Em Geografia vocabular do pau, seus limites regionais se alargam, recolhendo exemplos que remontam não só ao território brasileiro, mas também a Portugal, Ilha da Madeira e Moçambique.
 

Um primeiro exame dos verbetes que compõem este vocabulário, permitirá ao leitor constatar que o folclorista e etnógrafo da Fundação Joaquim Nabuco, do Recife, revela um cuidado maior no tratamento das técnicas lexicográficas, indicando sempre que possível a origem das expressões, abonando-as com as fontes escritas e literárias, sempre atento às referências bibliográficas.
 

Das expressões formadas com a palavra pau (cerca de 350), pode-se dizer que, aproximadamente, uma centena faz parte da linguagem usual brasileira (considerando-se como tal aquela registrada pelos jornais e pela mídia, em geral).

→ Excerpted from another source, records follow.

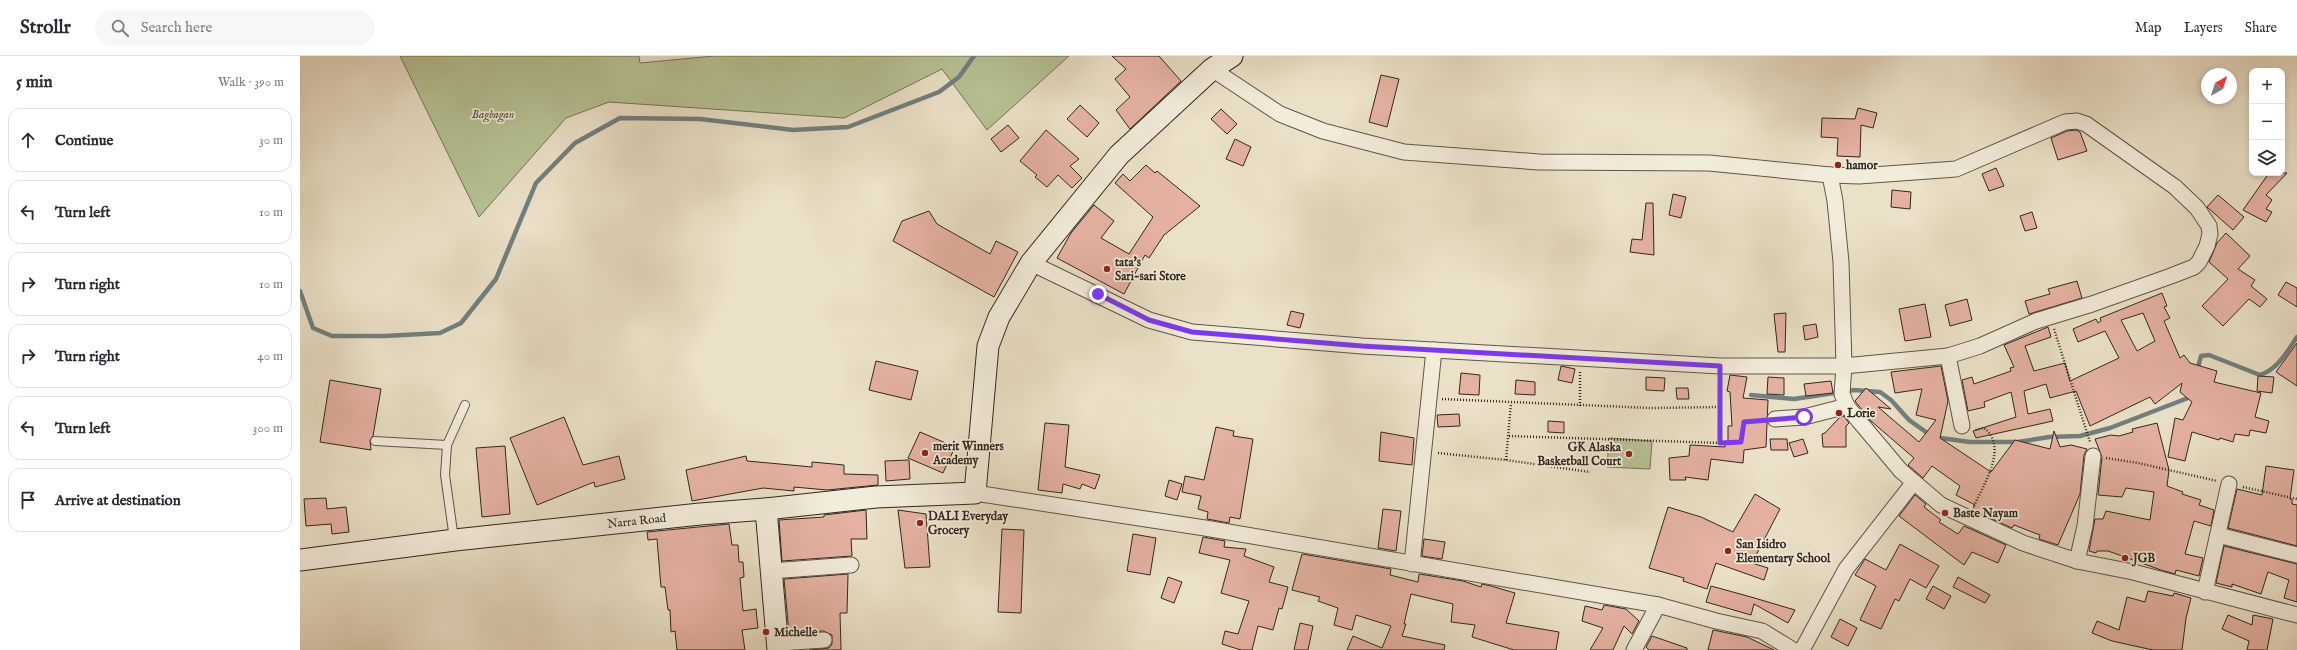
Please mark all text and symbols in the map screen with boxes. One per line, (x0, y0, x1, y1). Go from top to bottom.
search box (95, 10, 375, 46)
text: Strollr (20, 16, 71, 40)
icon: search (109, 17, 131, 39)
text: Search here (141, 18, 212, 37)
text: Map (2135, 19, 2162, 37)
text: Layers (2184, 19, 2223, 37)
text: Share (2245, 19, 2277, 37)
north arrow (2201, 68, 2237, 104)
map controls (2249, 68, 2285, 176)
button: + (2249, 68, 2285, 104)
text: 5 min (16, 72, 53, 93)
text: Walk · 390 m (218, 74, 284, 91)
button: − (2249, 104, 2285, 140)
park label: Bagbagan (472, 107, 515, 123)
icon: ahead (17, 129, 39, 151)
text: Continue (55, 131, 113, 150)
text: 30 m (259, 132, 283, 149)
button: layers (2249, 140, 2285, 176)
place label: hamor (1845, 158, 1878, 173)
marker: hamor (1833, 160, 1843, 170)
icon: left (17, 201, 39, 223)
text: Turn left (55, 203, 111, 222)
text: 10 m (259, 204, 283, 221)
place label: tata's Sari-sari Store (1114, 255, 1186, 284)
marker: tata's Sari-sari Store (1102, 264, 1112, 274)
icon: right (17, 273, 39, 295)
text: Turn right (55, 275, 120, 294)
text: 10 m (259, 276, 283, 293)
route end (1089, 285, 1107, 303)
icon: right (17, 345, 39, 367)
text: Turn right (55, 347, 120, 366)
text: 40 m (257, 348, 283, 365)
place label: Lorie (1846, 406, 1876, 421)
route start (1795, 408, 1813, 426)
marker: Lorie (1834, 408, 1844, 418)
icon: left (17, 417, 39, 439)
text: Turn left (55, 419, 111, 438)
text: 300 m (252, 420, 283, 437)
place label: merit Winners Academy (932, 439, 1004, 469)
place label: GK Alaska Basketball Court (1537, 440, 1622, 469)
marker: merit Winners Academy (920, 448, 930, 458)
marker: GK Alaska Basketball Court (1624, 449, 1634, 459)
icon: arrive (17, 489, 39, 511)
text: Arrive at destination (55, 491, 181, 510)
place label: Baste Nayam (1953, 506, 2019, 522)
marker: Baste Nayam (1940, 508, 1950, 518)
place label: DALI Everyday Grocery (928, 509, 1009, 539)
street label: Narra Road (607, 511, 667, 532)
marker: DALI Everyday Grocery (915, 518, 925, 528)
place label: San Isidro Elementary School (1736, 537, 1831, 567)
marker: San Isidro Elementary School (1723, 546, 1733, 556)
place label: JGB (2131, 551, 2155, 567)
marker: JGB (2120, 553, 2130, 563)
place label: Michelle (774, 625, 818, 640)
marker: Michelle (761, 627, 771, 637)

Essa porcentagem é razoável para o interesse imediato do consulente, mas o registro das demais é uma tarefa igualmente importante para a lexicologia brasileira, no sentido de não se perderem as ligações culturais entre o vocábulo e seu contexto cultural, como, por exemplo, ocorre em verbetes como pau de mochiba, "vassourinha improvisada para escovar dentes, na Bahia antiga"; ou pau de virar tripa, moça magra no Nordeste", etc.
 

O autor não insiste muito na área semântica erótico-obscena das expressões, em que pau figura como símbolo fálico, importantíssimo numa sociedade de raízes rurais e, portanto, extremamente machista, como a nossa. Assim, em falta de pau indica-se apenas a significação nordestina de "alguém que está merecendo um corretivo" ou a de "alguém que tem comichão nas costas", originária da Ilha da Madeira. Mas omite-se o sentido obsceno de "mulher necessitada de relações sexuais, para se acalmar, para tornar-se mais sociável", muito comum na linguagem popular masculina da cidade grande, uma evidente marca do machismo predominante no país, apesar das conquistas da mulher contemporânea.
 

Predominam nos verbetes as áreas, semânticas ligadas às práticas rurais ou da pequena cidade (quase sempre do Nordeste), como em expressões do tipo O burro e a mulher, a pau se quer; ou pau de lata, que remetem imediatamente a contextos culturais específicos.
 

As expressões reais ou metafóricas, as redes de sentido que se referem a uma área semântica erótico-obscena poderão, quem sabe, propiciar a ampliação deste vocabulário, em futuras edições, pesquisando-se o contexto urbano das grandes cidades brasileiras, em que o vocabulário pau entrou na formação de expressões que demonstram a violência urbana, como meter o pau (já incluída na obra), na acepção de "falar mal de alguém", como se o ato se transfigurasse semanticamente em "bater em alguém com um pau".
 

Mas Mário Souto Maior – esse escritor incansável – sabe que a Geografia vocabular do pau não se encerra aqui nesta primeira edição e que certas áreas semânticas poderão vir a ser mais exploradas (principalmente numa pesquisa por questionário), enriquecendo-se e atualizando seus verbetes. Como uma boa testemunha da linguagem do povo, o autor certamente reconhece que esse movimento incessante das palavras que vem e se vão (e, às vezes, tornam a vir) é uma marca de efemeridade cultural contemporânea, onde os fenômenos acontecem rápidos, as tradições se perdem também depressa, levadas pelo progresso e pelo crescente processo de uniformização cultural dos povos, sob a influência, cada vez maior, dos modelos do primeiro mundo.
 

PRETTI, Dino. Prefácio de Geografia vocabular do pau através da língua portuguesa. Recife: 20-20 Comunicação e Editora, 1994.